It’s all sunshine and smiles when you have friends! The end of October will mark one year since Liliana started daycare and, if you are thinking I'm getting emotional over here, you are correct. I mean look at this little muffin:
The Reason Why I Hesitated Putting Lili in Daycare
When I was a teenager I used to think I was going to be the mom that sent her child to daycare immediately when she turned 6 months old. Little did I know about separation anxiety and financial commitment. Not to mention I never imagined having a kid with Down syndrome, so I just thought I was going to drop my kid at daycare and go and be a businesswoman for the day. That was a nice dream, right? My perspective about sending Liliana to daycare did not change when I received her diagnosis. It changed when I realized I was not a “businesswoman” and I was not made from money! As Lili started receiving services through our county’s early intervention program, I also realized how effective it was to be at home and be present for her therapies. Although, I still needed to contribute and help my husband provide for our family financially. My mother-in-law took care of Lili after during the days after my maternity leave was over and then I was lucky enough to have my mom visit from Colombia to take care of Lili for six months. I didn’t have to worry about having a stranger in my house and my daughter was in the best hands. When the six months were up, we had to make a decision and find daycare for Lili and we were lucky to find one! But she quit on us even before Lili started. She said she wouldn’t be the best fit to take care of Lili. Until this day, my heart tells me she was fearful of taking care of a baby with Down syndrome. I will never know for sure. We didn’t have a babysitter or a plan B. I was feeling defeated.
I am one that believes that things happen for a reason. A few days later, I was offered a job at my friend’s business where I was going to be able to work and take care of Lili at the same time! They didn’t even mind if Lili came with me some days. I took the job without hesitation.

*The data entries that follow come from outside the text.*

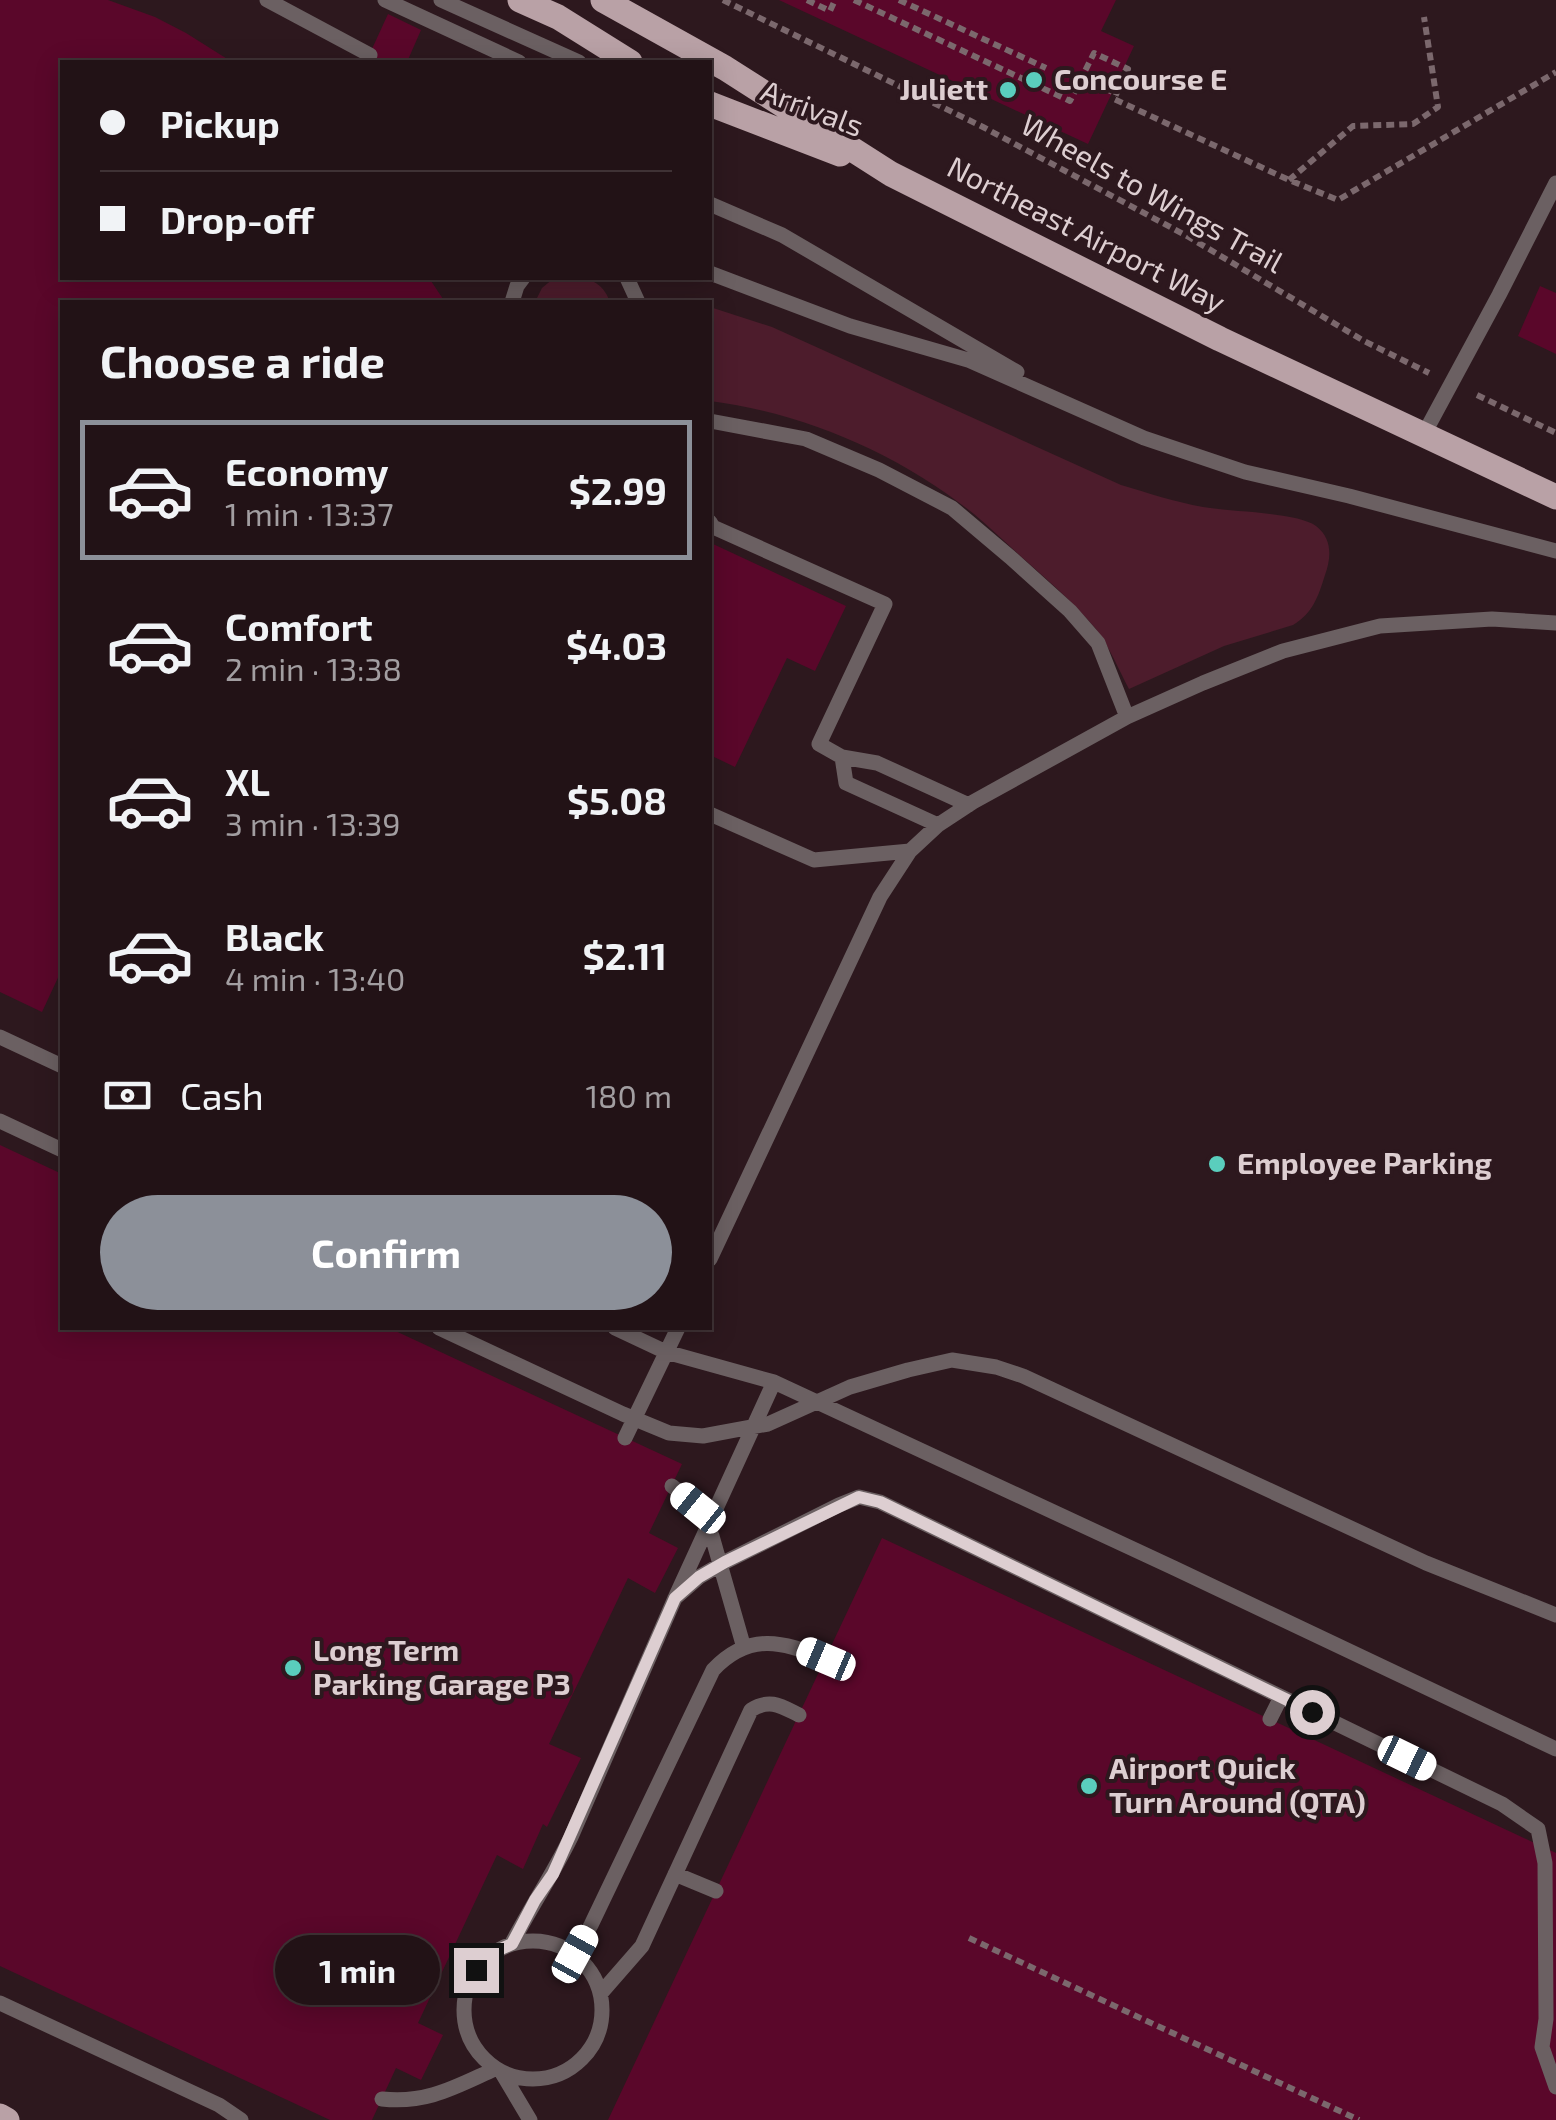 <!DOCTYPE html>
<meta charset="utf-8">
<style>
body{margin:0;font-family:"Exo 2",sans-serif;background:#2a1b1f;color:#f1f3f6;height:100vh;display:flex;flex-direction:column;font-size:38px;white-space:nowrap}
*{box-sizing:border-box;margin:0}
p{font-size:32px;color:#a29ea1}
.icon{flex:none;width:55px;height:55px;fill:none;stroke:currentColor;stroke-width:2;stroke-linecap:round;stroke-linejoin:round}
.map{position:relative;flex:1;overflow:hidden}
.details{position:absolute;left:60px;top:300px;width:652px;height:1030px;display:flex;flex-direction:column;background:#221216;border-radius:0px;box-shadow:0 5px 25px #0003,0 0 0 2px #3f3235}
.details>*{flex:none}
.top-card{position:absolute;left:60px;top:60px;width:652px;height:220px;border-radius:0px;box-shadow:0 5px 25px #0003,0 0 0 2px #3f3235;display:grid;align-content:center;height:220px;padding:0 40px;background:#221216}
.end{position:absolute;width:45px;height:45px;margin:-22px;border:12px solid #ddced1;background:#111;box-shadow:0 0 0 5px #111}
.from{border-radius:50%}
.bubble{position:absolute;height:70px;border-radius:35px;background:#221216;box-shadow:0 5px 25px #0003,0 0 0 2px #3f3235;font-size:32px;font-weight:700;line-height:70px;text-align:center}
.car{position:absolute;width:30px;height:60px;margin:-30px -15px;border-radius:12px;box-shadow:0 0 8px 2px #0007;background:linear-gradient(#fff 24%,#345 0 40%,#fff 0 76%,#345 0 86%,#fff 0)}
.top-card b{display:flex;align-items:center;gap:35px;height:95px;font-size:38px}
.top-card b+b{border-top:2px solid #3f3235}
.top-card i{width:25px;height:25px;background:#f1f3f6}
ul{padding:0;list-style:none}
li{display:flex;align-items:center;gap:30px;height:140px;margin:0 20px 15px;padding:0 20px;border:5px solid transparent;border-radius:0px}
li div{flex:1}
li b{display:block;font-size:38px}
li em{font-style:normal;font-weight:700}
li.on{border-color:#8c9099}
li>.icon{width:90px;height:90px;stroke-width:1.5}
h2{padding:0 40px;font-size:45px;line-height:120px}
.pay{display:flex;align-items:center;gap:25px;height:110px;padding:0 40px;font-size:38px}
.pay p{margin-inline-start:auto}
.button{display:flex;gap:20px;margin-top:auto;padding:20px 40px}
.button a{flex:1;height:115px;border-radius:60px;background:#8c9099;color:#fff;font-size:40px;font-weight:700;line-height:115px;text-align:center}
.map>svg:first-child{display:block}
</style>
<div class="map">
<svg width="1556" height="2120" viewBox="0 0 1556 2120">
<rect width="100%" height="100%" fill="#2d181e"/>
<path fill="#4d1c2c" d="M554,278C579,276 601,276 610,302H535L542,288Z
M710,307L772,327L1121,485C1148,493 1175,502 1203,507C1230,512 1298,512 1316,526C1333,539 1331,558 1325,575C1318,597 1313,613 1293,625L1224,646L1129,689C1119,670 1109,646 1096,629C1075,604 1049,581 1025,560C1008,545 991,528 974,514C899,454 805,413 710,401Z"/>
<path fill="#5a072a" d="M0,0H108L155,17L186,33L232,62H62V278H429L445,302H62V969L42,1012L0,992Z
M779,0H1116L1101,31L1134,46L1088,144Z
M388,14L421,30L407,62H366Z
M1540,286L1556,293V354L1518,336Z
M713,544L846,606L815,671L787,658L735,767L710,755V550Z
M0,1145L62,1174V1328H389L682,1464L649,1533L678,1548L655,1593L628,1578L549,1744L581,1758L547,1827L543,1824L523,1869L497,1855L418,2023L443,2035L421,2080L396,2068L372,2120H330L0,1966Z
M882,1538L1556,1853V2120H608Z"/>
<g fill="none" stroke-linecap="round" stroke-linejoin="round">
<path stroke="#7b686d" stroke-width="6" stroke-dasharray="8 5" stroke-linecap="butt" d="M723,0L983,127L1187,236L1364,341L1429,373
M807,0L830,11L835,0
M854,0L1070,101L1094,53L1128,69L1114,99L1289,180L1338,200L1556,72
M899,0L1046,68
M1081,78L1117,94
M1289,180L1353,126L1413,124L1438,107L1424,17
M1477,395L1556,433
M969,1938L1359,2120"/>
<path stroke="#6b6062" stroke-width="15" d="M267,0L370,55
M385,0L519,62
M441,0L579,62
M710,204L782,235L1017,372
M710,273L850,326L968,360L1144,438L1245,472L1349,496L1556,551
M627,278L638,302
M512,302L517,286L523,278
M710,421L806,439L879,470L952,508L1010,557L1070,611L1098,643L1127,717
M1424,434L1499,295L1556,183
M710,522L713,527L885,604L819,744L842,757
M710,814L814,860L910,851
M938,825L846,783L842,757L877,763L969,805
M0,1037L62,1066
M0,1121L62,1150
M710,1259L880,897L910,851L938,825L973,802L1127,717L1203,683L1283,651L1380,626L1492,619L1556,623
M439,1328L623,1414L669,1433L703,1436L768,1424L850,1387L908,1370L952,1360L996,1367L1023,1376L1426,1563L1556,1615
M615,1328L666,1352L774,1382L1174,1568L1556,1749
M625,1438L678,1328
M672,1486L698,1507L712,1536L744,1648
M675,1598L699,1577L725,1562L839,1505L859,1497L880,1502L1502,1804L1538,1829L1545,1863L1546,2019L1542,2047L1556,2087
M1270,1719L1281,1697
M675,1874L716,1891
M464 2010a69 69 0 1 1 138 0a69 69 0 1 1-138 0Z
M512,1943C531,1907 553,1874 571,1837L675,1598L774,1382
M575,1954L591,1925L713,1670C749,1632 783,1641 825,1659
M601,1993L642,1946L751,1710C770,1698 781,1706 799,1715
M0,2003L219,2105L241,2120
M502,2073L530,2120
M382,2099C427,2104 455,2087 495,2069"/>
<path stroke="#b9a1a6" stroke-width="25" d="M520,0L558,17L630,62
M603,0L725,68L891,174L1220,339L1556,497
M710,104L840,154
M0,2116L7,2120"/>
</g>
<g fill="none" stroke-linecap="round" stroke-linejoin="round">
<path stroke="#ddced1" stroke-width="12" d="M476,1970L492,1953L512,1944L535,1900L553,1874L675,1598L699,1577L725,1562L859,1497L880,1502L1312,1712"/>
</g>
<g fill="#5acebd" stroke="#2d181e" stroke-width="4">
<circle cx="1034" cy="80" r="10"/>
<circle cx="1008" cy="90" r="10"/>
<circle cx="1217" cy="1164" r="10"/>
<circle cx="293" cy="1668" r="10"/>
<circle cx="1089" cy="1786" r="10"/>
</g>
<g text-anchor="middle" stroke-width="8" stroke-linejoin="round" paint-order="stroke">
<g font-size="30" font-weight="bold" fill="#ddced1" stroke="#2d181e" text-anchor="start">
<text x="1054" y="90">Concourse E</text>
<text x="988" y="100" text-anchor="end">Juliett</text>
<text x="1237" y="1174">Employee Parking</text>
<text x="313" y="1661">Long Term<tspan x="313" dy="34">Parking Garage P3</tspan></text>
<text x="1109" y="1779">Airport Quick<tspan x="1109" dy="34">Turn Around (QTA)</tspan></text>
</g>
<g font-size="30" fill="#ddced1" stroke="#2d181e">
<text transform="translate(812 109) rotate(21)" y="10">Arrivals</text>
<text transform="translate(1152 194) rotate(29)" y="10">Wheels to Wings Trail</text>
<text transform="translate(1086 235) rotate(27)" y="10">Northeast Airport Way</text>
</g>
</g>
</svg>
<i class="end from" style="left:1312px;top:1712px"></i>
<i class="end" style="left:476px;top:1970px"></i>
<div class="bubble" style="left:275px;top:1935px;width:165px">1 min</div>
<i class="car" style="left:698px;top:1508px;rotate:309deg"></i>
<i class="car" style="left:826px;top:1659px;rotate:293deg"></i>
<i class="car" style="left:1407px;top:1758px;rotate:116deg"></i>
<i class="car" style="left:575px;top:1954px;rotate:29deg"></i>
<div class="top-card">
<b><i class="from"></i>Pickup</b>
<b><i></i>Drop-off</b>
</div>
<section class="details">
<h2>Choose a ride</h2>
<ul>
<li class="on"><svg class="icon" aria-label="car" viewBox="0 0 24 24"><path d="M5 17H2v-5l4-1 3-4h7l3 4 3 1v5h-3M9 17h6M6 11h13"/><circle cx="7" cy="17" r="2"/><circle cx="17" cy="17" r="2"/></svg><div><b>Economy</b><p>1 min · 13:37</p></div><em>$2.99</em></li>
<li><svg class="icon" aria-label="car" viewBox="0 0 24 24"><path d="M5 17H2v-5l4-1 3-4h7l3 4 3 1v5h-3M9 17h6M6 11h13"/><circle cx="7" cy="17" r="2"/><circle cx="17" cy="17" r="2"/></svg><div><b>Comfort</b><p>2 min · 13:38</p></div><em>$4.03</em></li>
<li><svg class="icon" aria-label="car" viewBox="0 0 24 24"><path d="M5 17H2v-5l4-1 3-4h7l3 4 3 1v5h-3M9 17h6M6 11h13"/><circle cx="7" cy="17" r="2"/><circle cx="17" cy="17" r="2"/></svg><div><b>XL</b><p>3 min · 13:39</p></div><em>$5.08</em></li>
<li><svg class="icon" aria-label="car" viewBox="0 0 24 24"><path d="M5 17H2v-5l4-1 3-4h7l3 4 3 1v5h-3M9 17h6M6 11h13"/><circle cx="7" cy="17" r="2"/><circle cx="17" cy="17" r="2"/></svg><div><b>Black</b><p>4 min · 13:40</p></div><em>$2.11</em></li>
</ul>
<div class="pay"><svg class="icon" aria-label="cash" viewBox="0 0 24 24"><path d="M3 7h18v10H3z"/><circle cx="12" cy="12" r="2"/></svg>Cash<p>180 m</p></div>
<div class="button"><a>Confirm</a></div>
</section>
</div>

For the first year, it worked out perfectly, but Lili grew and she was not a baby anymore! She became a… toddler! 😭 It was impossible to bring her to work without her trying to go and play! That’s when I started the daycare hunt. In less than two weeks we heard about Ms. Sara at our local library and when I asked the librarian about her, she just said “oh yes, she is the nicest person. Very sweet.” I was intrigued. Our librarian gave Ms. Sara our information and later that day we received a call from her and we set up an appointment for my husband, Lili, and myself to meet her and see where Lili would potentially receive her care. I intentionally did not tell her that Lili had Down syndrome because we wanted to see her raw reaction when meeting Lili for the first time. With our anxiety running high, we arrived and knocked on Ms. Sara’s door. She opened the door and welcomed us in very warmly and with excitement. She greeted Lili and told her how beautiful she was and how excited she was to meet her. She didn’t bat an eye or flinch for even a split second (we were watching closely). A few minutes into our conversation we explained to Ms. Sara “as you can probably tell, Lili has Down syndrome. Is that something that would make you uncomfortable? She matter-of-factly told us “not at all” and reassured us that Lili is 100% welcome with her and to just let us know if she needed any special considerations in relation to her care. Wow, what a relief.
Lili started daycare at almost 2yrs. It wasn’t easy in the beginning for her or for me, but soon I started seeing a change in Lili. She started babbling more and listening to instructions a little bit better! She started to pretend play and enjoying stickers and stamps. She started to be more outgoing!! And the most exciting thing: She made friends! I can’t emphasize enough how crucial her socialization has been for her development. Our daycare friends LOVE Lili. She currently goes twice a week and the other kids call those days “Lili days” and are excited to see her. They help her with achieving her milestones like riding a riding toy around the block. They have lunch together and she mimics their feeding behavior. She feels like a big girl now and she is thriving! Ms. Sara even encourages Lili’s therapists to set up sessions in her daycare, allowing Ms. Sara to learn skills that she can then reinforce with Lili while in her care. Is this lady even real?! ❤
I would not change this feeling for anything in the world. Lili has friends and her support group is growing! Her daycare friends joined our buddy walk this year and attended our #LiliMcawesome Buddy Walk team fundraisers.
It’s ok to be scared and wanted to protect your child from the world. It’s ok to cry sometimes when you drop off your child at daycare or school. But always make sure to challenge your child and allow them the opportunity to show the world how awesome he or she is! Give them room to grow. Share your child with the world. It will teach others how to be kind, how to help others, how to love and share!
I am so grateful for Ms. Sara who is always willing to help Lili, and her willingness to apply the therapy skills she has learned during daycare time. We are forever grateful.
We are thankful for all the sunshine and smiles!